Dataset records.

══════════════════════════════

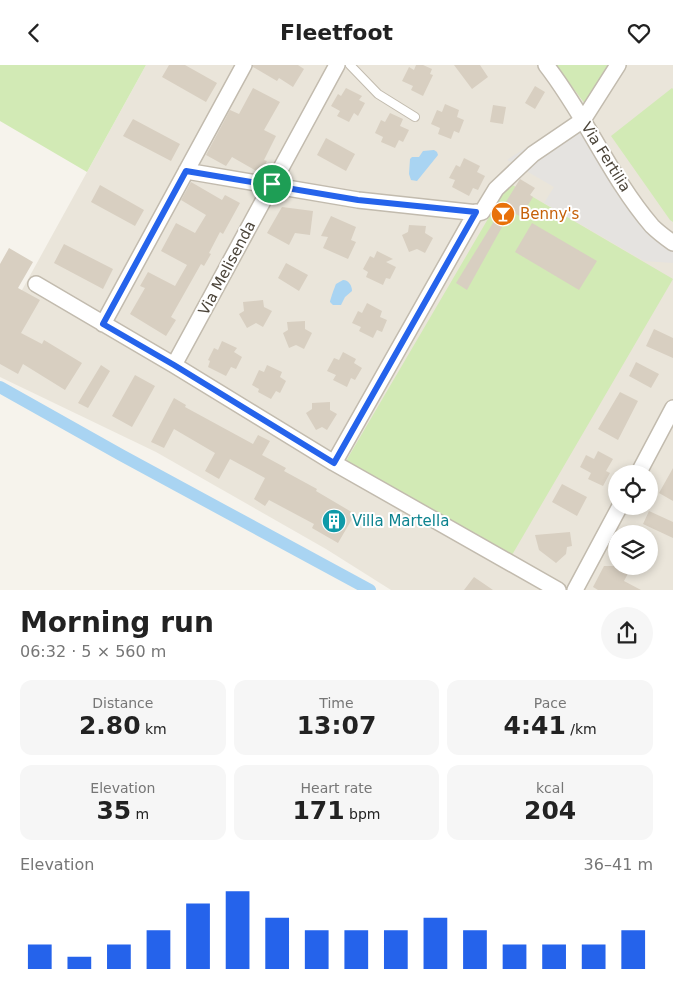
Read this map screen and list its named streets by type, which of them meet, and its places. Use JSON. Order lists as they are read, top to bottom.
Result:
{
  "streets": {
    "street": ["Via Fertilia", "Via Melisenda"]
  },
  "places": {
    "bar": ["Benny's"],
    "building": ["Villa Martella"]
  },
  "page": {
    "header": "Fleetfoot",
    "heading": ["Morning run", "06:32 · 5 × 560 m"],
    "stats": [
      ["Distance", "2.80 km"],
      ["Time", "13:07"],
      ["Pace", "4:41 /km"],
      ["Elevation", "35 m"],
      ["Heart rate", "171 bpm"],
      ["kcal", "204"]
    ],
    "chart": ["Elevation", "36–41 m"]
  }
}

══════════════════════════════

Problem to work on. Print every entry verbatim and leave all pictures out.

Written reply.
Read this map screen and list its named streets by type, which of them meet, and its places. Use JSON. Order lists as they are read, top to bottom.
Result:
{
  "streets": {
    "street": ["Via Fertilia", "Via Melisenda"]
  },
  "places": {
    "bar": ["Benny's"],
    "building": ["Villa Martella"]
  },
  "page": {
    "header": "Fleetfoot",
    "heading": ["Morning run", "06:32 · 5 × 560 m"],
    "stats": [
      ["Distance", "2.80 km"],
      ["Time", "13:07"],
      ["Pace", "4:41 /km"],
      ["Elevation", "35 m"],
      ["Heart rate", "171 bpm"],
      ["kcal", "204"]
    ],
    "chart": ["Elevation", "36–41 m"]
  }
}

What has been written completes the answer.